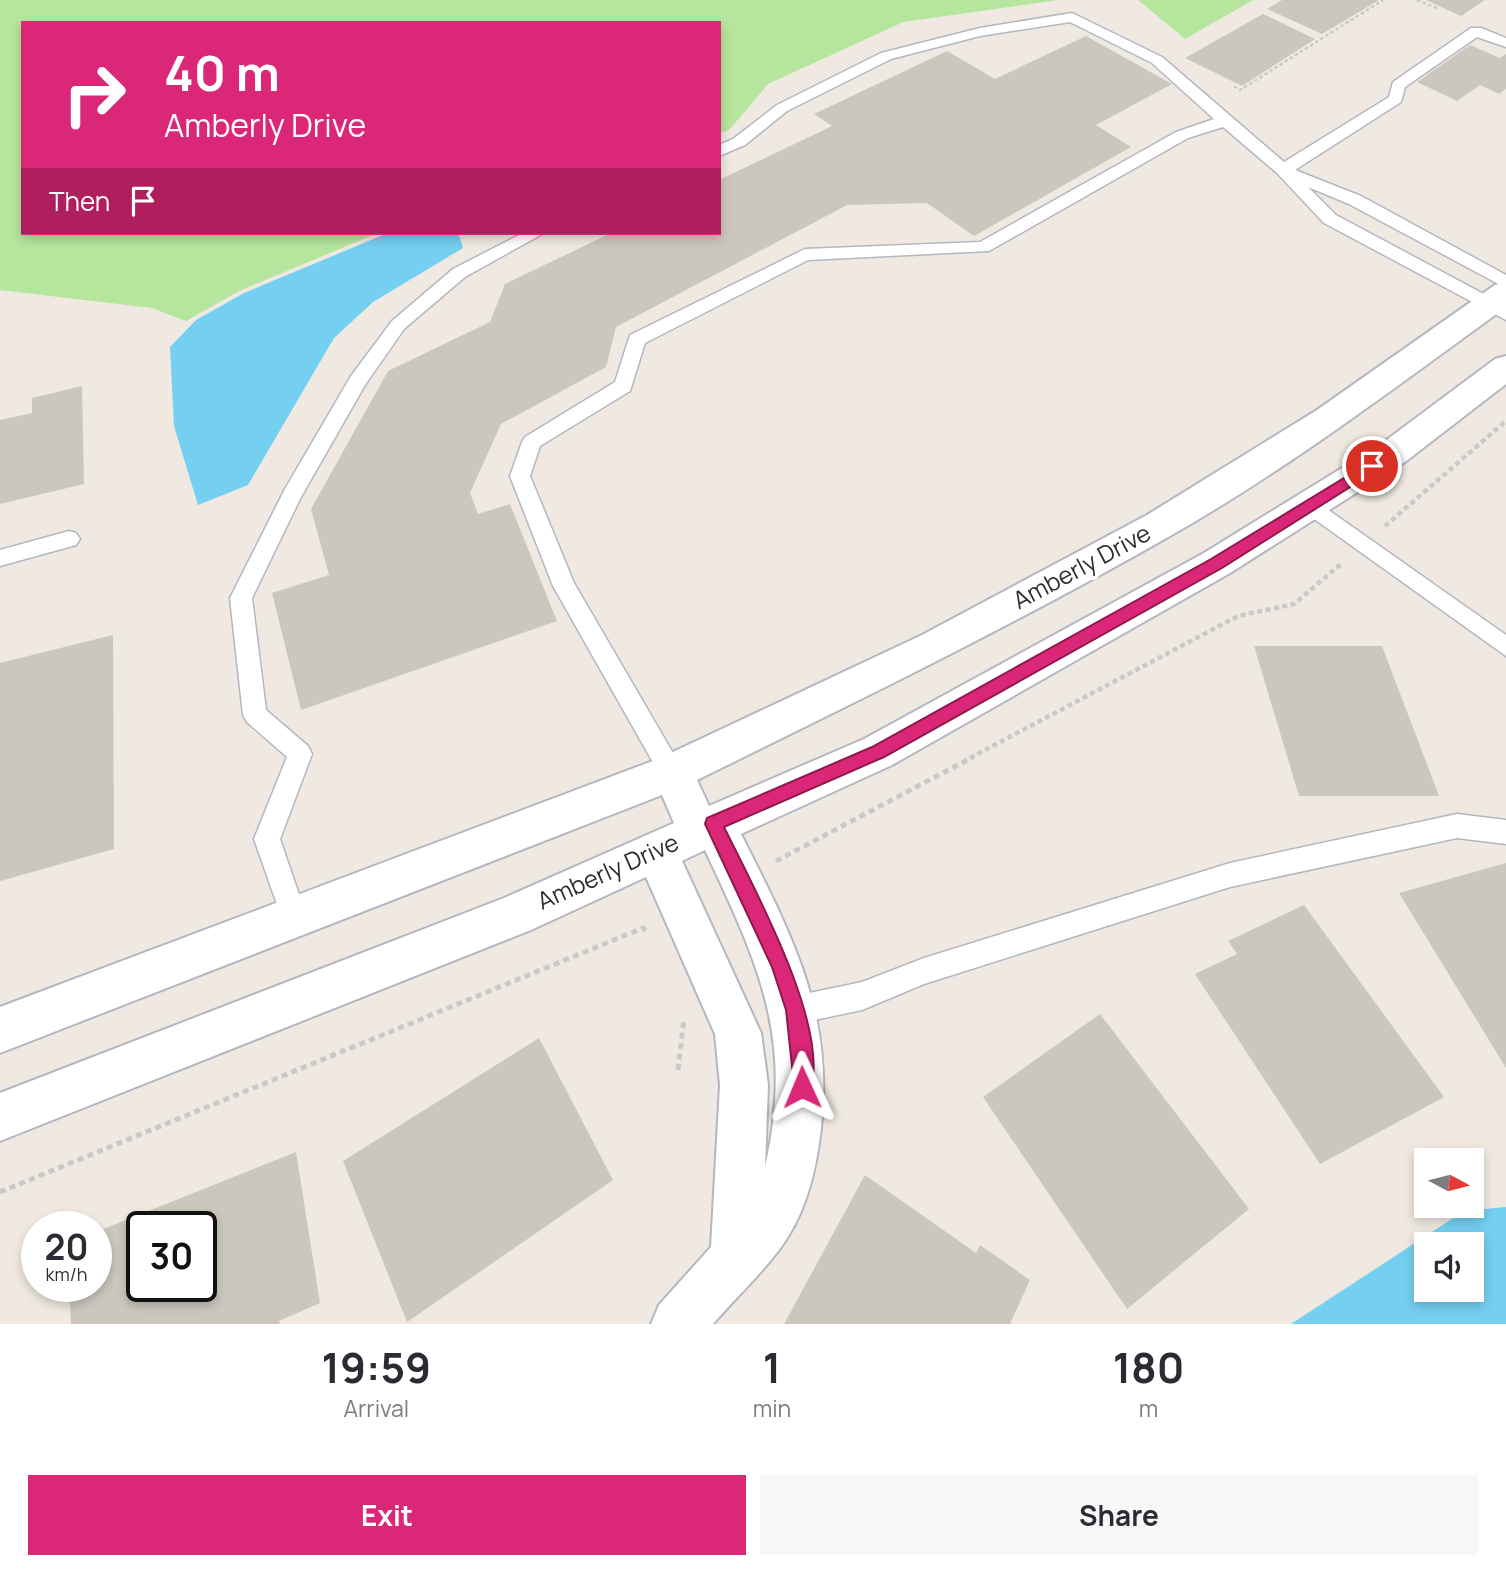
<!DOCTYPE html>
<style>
:root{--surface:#fff;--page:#f7f7f7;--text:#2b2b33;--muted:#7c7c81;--accent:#db2777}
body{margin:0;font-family:Manrope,sans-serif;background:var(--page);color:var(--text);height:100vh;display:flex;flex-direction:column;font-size:26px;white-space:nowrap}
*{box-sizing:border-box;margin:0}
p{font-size:23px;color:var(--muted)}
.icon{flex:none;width:38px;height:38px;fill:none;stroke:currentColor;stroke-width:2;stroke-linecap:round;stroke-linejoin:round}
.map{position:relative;height:1324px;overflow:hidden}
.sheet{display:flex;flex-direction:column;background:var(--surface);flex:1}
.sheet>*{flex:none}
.guide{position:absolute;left:21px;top:21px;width:700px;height:214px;border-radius:0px;box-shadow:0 4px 10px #0003;background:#db2777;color:#fff;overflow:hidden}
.needle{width:46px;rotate:97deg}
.buttons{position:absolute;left:1414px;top:1148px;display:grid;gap:14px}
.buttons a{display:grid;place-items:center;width:70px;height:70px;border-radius:0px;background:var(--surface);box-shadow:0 4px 10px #0003;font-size:35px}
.speed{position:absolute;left:21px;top:1211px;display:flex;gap:14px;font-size:35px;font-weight:700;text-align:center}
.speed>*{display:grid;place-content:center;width:91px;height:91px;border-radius:50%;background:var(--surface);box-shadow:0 4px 10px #0003;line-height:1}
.speed small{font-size:18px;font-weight:400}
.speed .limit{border:4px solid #111;border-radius:10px;background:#fff;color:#111}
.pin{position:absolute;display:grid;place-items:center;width:60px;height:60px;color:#fff;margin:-30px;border:4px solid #fff;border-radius:50%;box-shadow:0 2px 7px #0007}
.me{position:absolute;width:77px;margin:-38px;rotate:359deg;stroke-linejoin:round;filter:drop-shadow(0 0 5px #0008)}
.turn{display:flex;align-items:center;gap:24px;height:147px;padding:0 28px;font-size:32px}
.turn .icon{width:91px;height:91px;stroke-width:2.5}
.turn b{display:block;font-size:49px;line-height:60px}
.then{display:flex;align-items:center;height:66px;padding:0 28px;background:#0003;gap:14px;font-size:26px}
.eta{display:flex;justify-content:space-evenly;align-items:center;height:119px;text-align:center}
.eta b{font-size:42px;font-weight:700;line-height:49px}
.primary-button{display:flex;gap:14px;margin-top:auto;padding:14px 28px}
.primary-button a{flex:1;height:80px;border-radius:0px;background:var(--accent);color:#fff;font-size:28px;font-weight:700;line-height:80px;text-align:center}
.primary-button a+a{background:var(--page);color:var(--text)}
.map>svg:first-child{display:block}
</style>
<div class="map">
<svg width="1506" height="1324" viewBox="0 0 1506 1324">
<rect width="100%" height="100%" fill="#efe9e1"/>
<!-- green -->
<path fill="#b6e59e" d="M0 0H1058L903 22 768 84 730 129 719 134V23H23V233H378L239 291 186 321 152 308 0 290Z
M1138 0H1253L1185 39Z"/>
<!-- water -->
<path fill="#75cff0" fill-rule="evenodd" d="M411 233 459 235 463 248 373 302 334 338 248 485 198 505 174 426 170 347 196 320 244 293 383 235Z
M1506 1207V1324H1291L1464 1211ZM1426 1244H1472V1290H1426Z"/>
<!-- building -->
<path fill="#cbc7bf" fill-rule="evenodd" d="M1282 0H1379L1322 34 1267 9Z
M1426 0H1485L1461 16Z
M1263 14 1315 39 1242 86 1185 58Z
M1086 36 1172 84 1096 125 1131 147 974 236 927 203 847 205 616 327 606 367 501 424 470 493 478 514 510 504 557 621 301 710 272 593 329 575 311 509 388 371 490 322 505 284 611 233H719V180L832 126 814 114 947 51 995 79Z
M1470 45 1500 58 1506 54V89L1499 94 1480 85 1457 101 1417 82Z
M82 386 84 484 0 504V420L32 413V398Z
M113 635 114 849 0 881V663Z
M1254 646H1382L1439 796H1299Z
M1506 863V1068L1399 893Z
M1304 905 1444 1097 1320 1164 1195 974 1237 954 1228 941Z
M1100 1014 1249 1209 1127 1309 983 1097Z
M539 1038 613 1180 407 1322 343 1161Z
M296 1152 320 1303 279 1321 280 1324H71L69 1286H96V1232ZM142 1227H201V1286H142Z
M865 1175 976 1253 980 1245 1030 1280 1010 1324H784Z"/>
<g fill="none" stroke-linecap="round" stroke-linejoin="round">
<defs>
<path id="service" d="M1072 13 1162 57 1284 162 1389 97 1393 82 1471 28H1481L1506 38V47L1477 37 1405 87 1401 102 1295 170 1361 196 1506 275V288L1349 204 1308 187 1336 215 1506 306V320L1324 223 1277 173 1223 127 1188 138 989 251 808 260 645 343 630 391 540 446 530 476 574 583 684 772 681 780 672 783 663 780 553 586 510 476 522 442 525 437 615 382 630 335 805 249 980 242 1176 132 1214 119 1152 63 1070 22 980 36 891 59 787 111 745 145 719 156V145L733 139 777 105 881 53 980 28Z
M523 233H544L465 277 404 329 365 385 301 497 252 598 266 710 308 746 312 754 280 839 307 918 303 927 294 931 285 927 254 839 287 757 247 722 243 715 230 598 285 489 351 376 392 321 453 269Z
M1310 497 1506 635V656L1303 511 1300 505 1303 499Z
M69 531 76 533 80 539 76 545 0 566V550Z
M1457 814 1506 820V844L1457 838 1230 887 924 984 862 1010 795 1024 785 1020 781 1010 785 1000 795 996 862 982 924 958 1230 863Z"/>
<path id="minor" d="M1506 282V307C1397 386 1288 469 1170 536 1016 624 856 702 697 780L709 806 864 739 1204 553 1381 444 1495 359 1506 356V384L1405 462 1230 573 892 765 741 834C791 934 834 1012 821 1128 817 1164 809 1202 789 1235 772 1264 736 1297 713 1324H651L659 1305 711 1247 720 1085 715 1034 646 877 531 930 0 1141V1093L504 898 674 823 662 795 0 1053V1007L658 759 922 635 1147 515 1317 410 1495 285ZM705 850C758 963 795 1039 765 1167L768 1085 761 1033 682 861Z"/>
</defs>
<!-- service casing -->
<use href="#service" stroke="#b4b7c1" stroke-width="3"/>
<!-- minor casing -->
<use href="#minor" stroke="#b4b7c1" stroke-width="4"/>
<!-- path-far2 -->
<path stroke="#c9c9c9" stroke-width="2.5" stroke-dasharray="3.5 2.5" stroke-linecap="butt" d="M1417 0 1439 9
M1234 86 1240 90 1383 0"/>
<!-- path-far1 -->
<path stroke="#c9c9c9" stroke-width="4.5" stroke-dasharray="5 3.5" stroke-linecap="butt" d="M1385 526 1506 421
M970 758 1238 616 1294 604 1341 564"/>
<!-- path -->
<path stroke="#c9c9c9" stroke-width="5" stroke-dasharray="6 4.5" stroke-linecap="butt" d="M776 861 973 757
M678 1070 684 1019
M0 1192 643 928 646 931"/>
<!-- service -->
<use href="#service" fill="#fff" fill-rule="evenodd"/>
<!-- minor -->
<use href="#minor" fill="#fff" fill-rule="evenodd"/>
</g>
<!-- route -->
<path fill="#db2777" stroke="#8e194d" stroke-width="2" d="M1372 461 1379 466 1377 470 1222 568 884 757 724 827C752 885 834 1032 809 1094L802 1097 795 1094 786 1010 772 967 705 824 707 818 872 747 1211 559Z"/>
<g text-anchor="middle" stroke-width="7" stroke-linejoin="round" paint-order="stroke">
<!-- street labels -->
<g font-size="24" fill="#2e2e2e" stroke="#fff">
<text transform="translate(1082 567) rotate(-28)" y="8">Amberly Drive</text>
<text transform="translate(608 872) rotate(-24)" y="8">Amberly Drive</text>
</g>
</g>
</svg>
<div class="buttons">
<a><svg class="needle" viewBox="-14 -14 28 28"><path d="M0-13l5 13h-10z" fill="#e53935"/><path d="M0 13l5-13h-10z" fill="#7c7c81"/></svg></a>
<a><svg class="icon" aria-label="sound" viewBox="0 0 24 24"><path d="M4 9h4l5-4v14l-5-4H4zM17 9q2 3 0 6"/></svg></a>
</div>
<div class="speed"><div>20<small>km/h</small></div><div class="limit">30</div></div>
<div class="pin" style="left:1372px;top:466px;background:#d93025"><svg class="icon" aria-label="arrive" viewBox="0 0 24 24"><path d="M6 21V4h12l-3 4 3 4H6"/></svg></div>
<svg class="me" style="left:802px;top:1087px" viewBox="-20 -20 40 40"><path d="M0-17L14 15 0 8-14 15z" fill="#db2777" stroke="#fff" stroke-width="4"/></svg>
<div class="guide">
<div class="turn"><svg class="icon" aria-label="right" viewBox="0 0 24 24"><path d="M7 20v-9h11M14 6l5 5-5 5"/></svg><div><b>40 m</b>Amberly Drive</div></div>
<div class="then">Then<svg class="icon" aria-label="arrive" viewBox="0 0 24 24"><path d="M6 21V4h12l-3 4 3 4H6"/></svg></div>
</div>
</div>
<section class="sheet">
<div class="eta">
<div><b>19:59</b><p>Arrival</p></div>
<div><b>1</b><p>min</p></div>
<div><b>180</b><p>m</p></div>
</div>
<div class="primary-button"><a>Exit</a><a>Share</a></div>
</section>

· · · ·

* _Instructions to follow_:
Reproduce exactly the lines from the one with "20v-9h11M14 6l5 5-5" through the end of the entries above, both ends included.

* _Your solution_:
<div class="turn"><svg class="icon" aria-label="right" viewBox="0 0 24 24"><path d="M7 20v-9h11M14 6l5 5-5 5"/></svg><div><b>40 m</b>Amberly Drive</div></div>
<div class="then">Then<svg class="icon" aria-label="arrive" viewBox="0 0 24 24"><path d="M6 21V4h12l-3 4 3 4H6"/></svg></div>
</div>
</div>
<section class="sheet">
<div class="eta">
<div><b>19:59</b><p>Arrival</p></div>
<div><b>1</b><p>min</p></div>
<div><b>180</b><p>m</p></div>
</div>
<div class="primary-button"><a>Exit</a><a>Share</a></div>
</section>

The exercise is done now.